** Opening Exercise data block **

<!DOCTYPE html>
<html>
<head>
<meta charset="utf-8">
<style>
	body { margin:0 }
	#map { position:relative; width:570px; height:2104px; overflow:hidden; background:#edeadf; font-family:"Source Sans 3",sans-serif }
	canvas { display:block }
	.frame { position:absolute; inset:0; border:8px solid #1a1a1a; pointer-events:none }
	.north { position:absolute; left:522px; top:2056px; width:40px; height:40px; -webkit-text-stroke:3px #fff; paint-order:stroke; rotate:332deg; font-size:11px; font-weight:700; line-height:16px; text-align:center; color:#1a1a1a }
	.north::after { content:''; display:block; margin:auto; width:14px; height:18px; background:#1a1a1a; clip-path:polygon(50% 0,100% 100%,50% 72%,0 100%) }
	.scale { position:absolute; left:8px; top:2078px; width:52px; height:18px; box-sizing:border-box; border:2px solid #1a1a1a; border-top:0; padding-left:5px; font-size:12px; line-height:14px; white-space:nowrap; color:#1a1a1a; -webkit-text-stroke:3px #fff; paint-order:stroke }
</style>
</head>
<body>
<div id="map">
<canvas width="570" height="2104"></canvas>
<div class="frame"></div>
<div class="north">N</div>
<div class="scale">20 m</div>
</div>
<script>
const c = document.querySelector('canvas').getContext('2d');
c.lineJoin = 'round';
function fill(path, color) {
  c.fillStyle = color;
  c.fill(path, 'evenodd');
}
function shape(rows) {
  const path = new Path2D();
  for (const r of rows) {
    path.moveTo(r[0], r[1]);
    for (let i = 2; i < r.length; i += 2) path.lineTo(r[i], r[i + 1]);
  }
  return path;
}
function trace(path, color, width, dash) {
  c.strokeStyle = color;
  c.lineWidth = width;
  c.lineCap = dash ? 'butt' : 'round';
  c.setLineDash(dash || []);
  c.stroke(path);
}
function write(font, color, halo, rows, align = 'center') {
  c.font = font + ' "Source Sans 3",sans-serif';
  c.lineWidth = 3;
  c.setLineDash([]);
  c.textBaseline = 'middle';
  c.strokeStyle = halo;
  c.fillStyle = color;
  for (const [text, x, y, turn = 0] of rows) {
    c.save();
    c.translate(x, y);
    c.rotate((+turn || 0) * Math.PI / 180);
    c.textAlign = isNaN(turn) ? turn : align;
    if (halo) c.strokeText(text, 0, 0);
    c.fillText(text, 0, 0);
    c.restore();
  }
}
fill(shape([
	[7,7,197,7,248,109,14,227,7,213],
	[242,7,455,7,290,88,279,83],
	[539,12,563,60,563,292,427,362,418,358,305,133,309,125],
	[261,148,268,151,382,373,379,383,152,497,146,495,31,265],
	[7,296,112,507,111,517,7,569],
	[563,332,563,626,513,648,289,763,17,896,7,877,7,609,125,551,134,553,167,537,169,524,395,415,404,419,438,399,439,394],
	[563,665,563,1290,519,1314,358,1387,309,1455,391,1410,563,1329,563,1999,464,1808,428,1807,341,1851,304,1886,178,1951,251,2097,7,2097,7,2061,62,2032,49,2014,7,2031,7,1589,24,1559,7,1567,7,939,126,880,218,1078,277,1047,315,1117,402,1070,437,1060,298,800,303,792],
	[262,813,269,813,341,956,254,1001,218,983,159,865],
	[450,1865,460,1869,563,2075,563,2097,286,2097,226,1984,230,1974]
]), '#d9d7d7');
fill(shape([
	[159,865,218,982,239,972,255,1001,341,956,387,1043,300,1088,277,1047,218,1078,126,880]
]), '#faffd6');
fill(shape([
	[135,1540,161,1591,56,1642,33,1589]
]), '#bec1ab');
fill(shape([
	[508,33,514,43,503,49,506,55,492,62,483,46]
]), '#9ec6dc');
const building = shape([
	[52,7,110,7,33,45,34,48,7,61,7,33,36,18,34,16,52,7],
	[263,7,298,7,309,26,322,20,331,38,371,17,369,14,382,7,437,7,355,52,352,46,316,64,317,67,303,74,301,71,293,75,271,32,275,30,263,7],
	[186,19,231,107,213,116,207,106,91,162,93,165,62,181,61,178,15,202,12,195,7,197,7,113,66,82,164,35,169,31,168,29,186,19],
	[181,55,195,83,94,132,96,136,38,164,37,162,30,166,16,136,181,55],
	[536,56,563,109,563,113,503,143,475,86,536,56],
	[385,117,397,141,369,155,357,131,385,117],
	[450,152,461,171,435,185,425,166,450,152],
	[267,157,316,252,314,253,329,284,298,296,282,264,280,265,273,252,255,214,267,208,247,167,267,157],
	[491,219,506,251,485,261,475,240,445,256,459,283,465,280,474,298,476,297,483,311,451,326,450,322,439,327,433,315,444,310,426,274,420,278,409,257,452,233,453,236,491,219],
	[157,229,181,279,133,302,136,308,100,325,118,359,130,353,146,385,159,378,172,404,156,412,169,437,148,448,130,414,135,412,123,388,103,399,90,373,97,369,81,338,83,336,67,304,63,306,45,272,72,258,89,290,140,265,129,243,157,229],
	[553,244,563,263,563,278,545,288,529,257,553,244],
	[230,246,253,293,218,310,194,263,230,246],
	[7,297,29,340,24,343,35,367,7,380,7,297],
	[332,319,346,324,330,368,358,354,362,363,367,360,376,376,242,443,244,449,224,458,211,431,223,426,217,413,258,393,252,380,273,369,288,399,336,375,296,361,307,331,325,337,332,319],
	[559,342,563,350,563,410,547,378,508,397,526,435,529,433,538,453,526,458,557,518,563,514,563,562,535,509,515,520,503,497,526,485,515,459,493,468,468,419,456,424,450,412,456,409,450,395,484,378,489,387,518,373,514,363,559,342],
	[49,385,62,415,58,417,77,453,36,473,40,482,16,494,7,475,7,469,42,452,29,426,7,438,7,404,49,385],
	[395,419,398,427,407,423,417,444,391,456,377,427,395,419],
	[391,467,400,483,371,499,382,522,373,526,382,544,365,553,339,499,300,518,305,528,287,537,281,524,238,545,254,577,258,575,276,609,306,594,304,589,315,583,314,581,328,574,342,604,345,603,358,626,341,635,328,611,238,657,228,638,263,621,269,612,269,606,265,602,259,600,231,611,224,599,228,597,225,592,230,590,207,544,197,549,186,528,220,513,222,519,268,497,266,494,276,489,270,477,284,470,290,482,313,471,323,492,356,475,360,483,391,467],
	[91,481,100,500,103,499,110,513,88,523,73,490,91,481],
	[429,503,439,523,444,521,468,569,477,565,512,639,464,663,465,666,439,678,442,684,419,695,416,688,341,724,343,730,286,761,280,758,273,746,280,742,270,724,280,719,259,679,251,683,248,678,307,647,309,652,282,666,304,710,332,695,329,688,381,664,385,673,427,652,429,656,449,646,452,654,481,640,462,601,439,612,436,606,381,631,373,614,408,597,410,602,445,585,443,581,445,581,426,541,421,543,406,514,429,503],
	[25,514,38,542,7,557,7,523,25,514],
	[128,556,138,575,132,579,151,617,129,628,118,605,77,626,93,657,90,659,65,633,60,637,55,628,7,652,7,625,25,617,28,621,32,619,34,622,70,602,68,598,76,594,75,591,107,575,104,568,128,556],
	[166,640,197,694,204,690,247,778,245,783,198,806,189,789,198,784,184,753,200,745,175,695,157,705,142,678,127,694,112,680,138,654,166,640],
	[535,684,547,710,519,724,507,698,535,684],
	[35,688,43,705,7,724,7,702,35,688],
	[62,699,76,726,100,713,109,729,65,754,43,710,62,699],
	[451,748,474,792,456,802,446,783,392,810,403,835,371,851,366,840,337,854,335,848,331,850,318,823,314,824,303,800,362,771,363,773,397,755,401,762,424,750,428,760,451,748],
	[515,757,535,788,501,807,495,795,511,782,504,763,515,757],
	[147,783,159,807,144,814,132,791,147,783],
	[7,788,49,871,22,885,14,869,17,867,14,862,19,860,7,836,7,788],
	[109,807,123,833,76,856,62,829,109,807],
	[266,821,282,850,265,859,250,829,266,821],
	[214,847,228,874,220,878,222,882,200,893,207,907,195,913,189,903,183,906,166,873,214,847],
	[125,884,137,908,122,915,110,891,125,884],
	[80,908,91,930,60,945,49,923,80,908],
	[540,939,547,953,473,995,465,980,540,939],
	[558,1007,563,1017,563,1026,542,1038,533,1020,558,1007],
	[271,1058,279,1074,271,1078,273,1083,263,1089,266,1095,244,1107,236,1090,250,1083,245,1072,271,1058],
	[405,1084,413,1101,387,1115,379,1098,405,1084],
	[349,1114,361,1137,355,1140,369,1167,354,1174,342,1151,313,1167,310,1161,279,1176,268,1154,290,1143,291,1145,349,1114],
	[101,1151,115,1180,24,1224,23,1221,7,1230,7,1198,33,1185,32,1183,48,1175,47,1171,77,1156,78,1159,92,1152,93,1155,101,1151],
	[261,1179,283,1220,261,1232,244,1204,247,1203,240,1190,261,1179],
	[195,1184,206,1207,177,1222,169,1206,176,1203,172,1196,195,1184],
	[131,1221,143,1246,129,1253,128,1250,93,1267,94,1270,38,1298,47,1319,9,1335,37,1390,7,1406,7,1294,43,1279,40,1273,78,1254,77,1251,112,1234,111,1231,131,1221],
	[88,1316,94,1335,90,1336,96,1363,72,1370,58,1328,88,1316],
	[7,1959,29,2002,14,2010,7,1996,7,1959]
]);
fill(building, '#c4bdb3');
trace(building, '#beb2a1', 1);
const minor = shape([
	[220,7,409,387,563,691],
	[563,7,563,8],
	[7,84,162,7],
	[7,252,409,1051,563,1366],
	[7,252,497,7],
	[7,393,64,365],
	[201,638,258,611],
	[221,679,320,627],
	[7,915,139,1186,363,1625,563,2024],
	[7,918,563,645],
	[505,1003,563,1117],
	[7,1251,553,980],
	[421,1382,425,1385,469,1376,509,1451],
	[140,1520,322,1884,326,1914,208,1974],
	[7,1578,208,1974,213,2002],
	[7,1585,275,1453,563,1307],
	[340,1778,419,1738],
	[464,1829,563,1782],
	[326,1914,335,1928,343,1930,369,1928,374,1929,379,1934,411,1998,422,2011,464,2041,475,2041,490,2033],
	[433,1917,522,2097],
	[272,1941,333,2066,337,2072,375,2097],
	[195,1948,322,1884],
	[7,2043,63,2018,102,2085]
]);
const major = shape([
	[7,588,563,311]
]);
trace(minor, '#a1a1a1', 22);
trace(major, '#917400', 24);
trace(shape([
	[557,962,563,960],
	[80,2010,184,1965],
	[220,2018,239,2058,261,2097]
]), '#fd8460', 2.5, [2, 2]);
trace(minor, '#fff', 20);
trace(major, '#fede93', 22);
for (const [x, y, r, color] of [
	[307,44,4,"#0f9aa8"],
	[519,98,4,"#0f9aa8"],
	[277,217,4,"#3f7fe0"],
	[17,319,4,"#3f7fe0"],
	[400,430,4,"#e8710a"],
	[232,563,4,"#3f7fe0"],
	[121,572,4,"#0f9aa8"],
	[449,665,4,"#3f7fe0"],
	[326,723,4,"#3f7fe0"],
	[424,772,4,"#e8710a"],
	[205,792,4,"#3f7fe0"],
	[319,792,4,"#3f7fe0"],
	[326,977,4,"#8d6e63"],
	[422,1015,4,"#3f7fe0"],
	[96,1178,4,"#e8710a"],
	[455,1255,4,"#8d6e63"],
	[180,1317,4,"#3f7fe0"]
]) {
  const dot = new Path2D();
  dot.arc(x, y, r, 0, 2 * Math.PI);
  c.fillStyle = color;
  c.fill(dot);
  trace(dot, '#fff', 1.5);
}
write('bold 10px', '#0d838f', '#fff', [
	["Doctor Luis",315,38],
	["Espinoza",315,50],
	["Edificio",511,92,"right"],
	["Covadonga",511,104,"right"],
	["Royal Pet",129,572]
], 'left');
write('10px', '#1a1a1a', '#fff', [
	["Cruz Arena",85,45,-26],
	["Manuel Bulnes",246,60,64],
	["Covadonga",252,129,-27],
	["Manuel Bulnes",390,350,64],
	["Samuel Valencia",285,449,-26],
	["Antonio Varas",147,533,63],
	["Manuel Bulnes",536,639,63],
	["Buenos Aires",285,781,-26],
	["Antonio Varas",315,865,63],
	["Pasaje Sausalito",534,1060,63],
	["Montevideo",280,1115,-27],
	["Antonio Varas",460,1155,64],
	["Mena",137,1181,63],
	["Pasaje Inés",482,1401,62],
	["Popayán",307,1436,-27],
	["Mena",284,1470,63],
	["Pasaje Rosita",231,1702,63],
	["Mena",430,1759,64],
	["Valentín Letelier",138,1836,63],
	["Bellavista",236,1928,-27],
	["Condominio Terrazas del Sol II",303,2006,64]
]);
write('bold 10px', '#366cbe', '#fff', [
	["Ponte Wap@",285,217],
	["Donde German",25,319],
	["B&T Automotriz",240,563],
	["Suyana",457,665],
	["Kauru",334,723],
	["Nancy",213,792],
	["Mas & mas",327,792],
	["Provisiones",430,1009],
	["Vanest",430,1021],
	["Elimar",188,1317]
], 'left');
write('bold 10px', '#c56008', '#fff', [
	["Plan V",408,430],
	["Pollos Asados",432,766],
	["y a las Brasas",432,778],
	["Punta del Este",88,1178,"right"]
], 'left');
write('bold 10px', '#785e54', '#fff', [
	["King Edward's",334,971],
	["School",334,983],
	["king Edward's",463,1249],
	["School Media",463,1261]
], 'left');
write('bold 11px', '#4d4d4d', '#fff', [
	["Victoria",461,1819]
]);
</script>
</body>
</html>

** Closing Exercise data block **

What the task requires. All that belongs in the answer is the run of lines above from the line containing "c.textAlign = isNaN(turn) ? turn : align;" through the line containing "[450,1865,460,1869,563,2075,563,2097,286,2097,226,1984,230,1974]", exactly as written.

Result of this task.
    c.textAlign = isNaN(turn) ? turn : align;
    if (halo) c.strokeText(text, 0, 0);
    c.fillText(text, 0, 0);
    c.restore();
  }
}
fill(shape([
	[7,7,197,7,248,109,14,227,7,213],
	[242,7,455,7,290,88,279,83],
	[539,12,563,60,563,292,427,362,418,358,305,133,309,125],
	[261,148,268,151,382,373,379,383,152,497,146,495,31,265],
	[7,296,112,507,111,517,7,569],
	[563,332,563,626,513,648,289,763,17,896,7,877,7,609,125,551,134,553,167,537,169,524,395,415,404,419,438,399,439,394],
	[563,665,563,1290,519,1314,358,1387,309,1455,391,1410,563,1329,563,1999,464,1808,428,1807,341,1851,304,1886,178,1951,251,2097,7,2097,7,2061,62,2032,49,2014,7,2031,7,1589,24,1559,7,1567,7,939,126,880,218,1078,277,1047,315,1117,402,1070,437,1060,298,800,303,792],
	[262,813,269,813,341,956,254,1001,218,983,159,865],
	[450,1865,460,1869,563,2075,563,2097,286,2097,226,1984,230,1974]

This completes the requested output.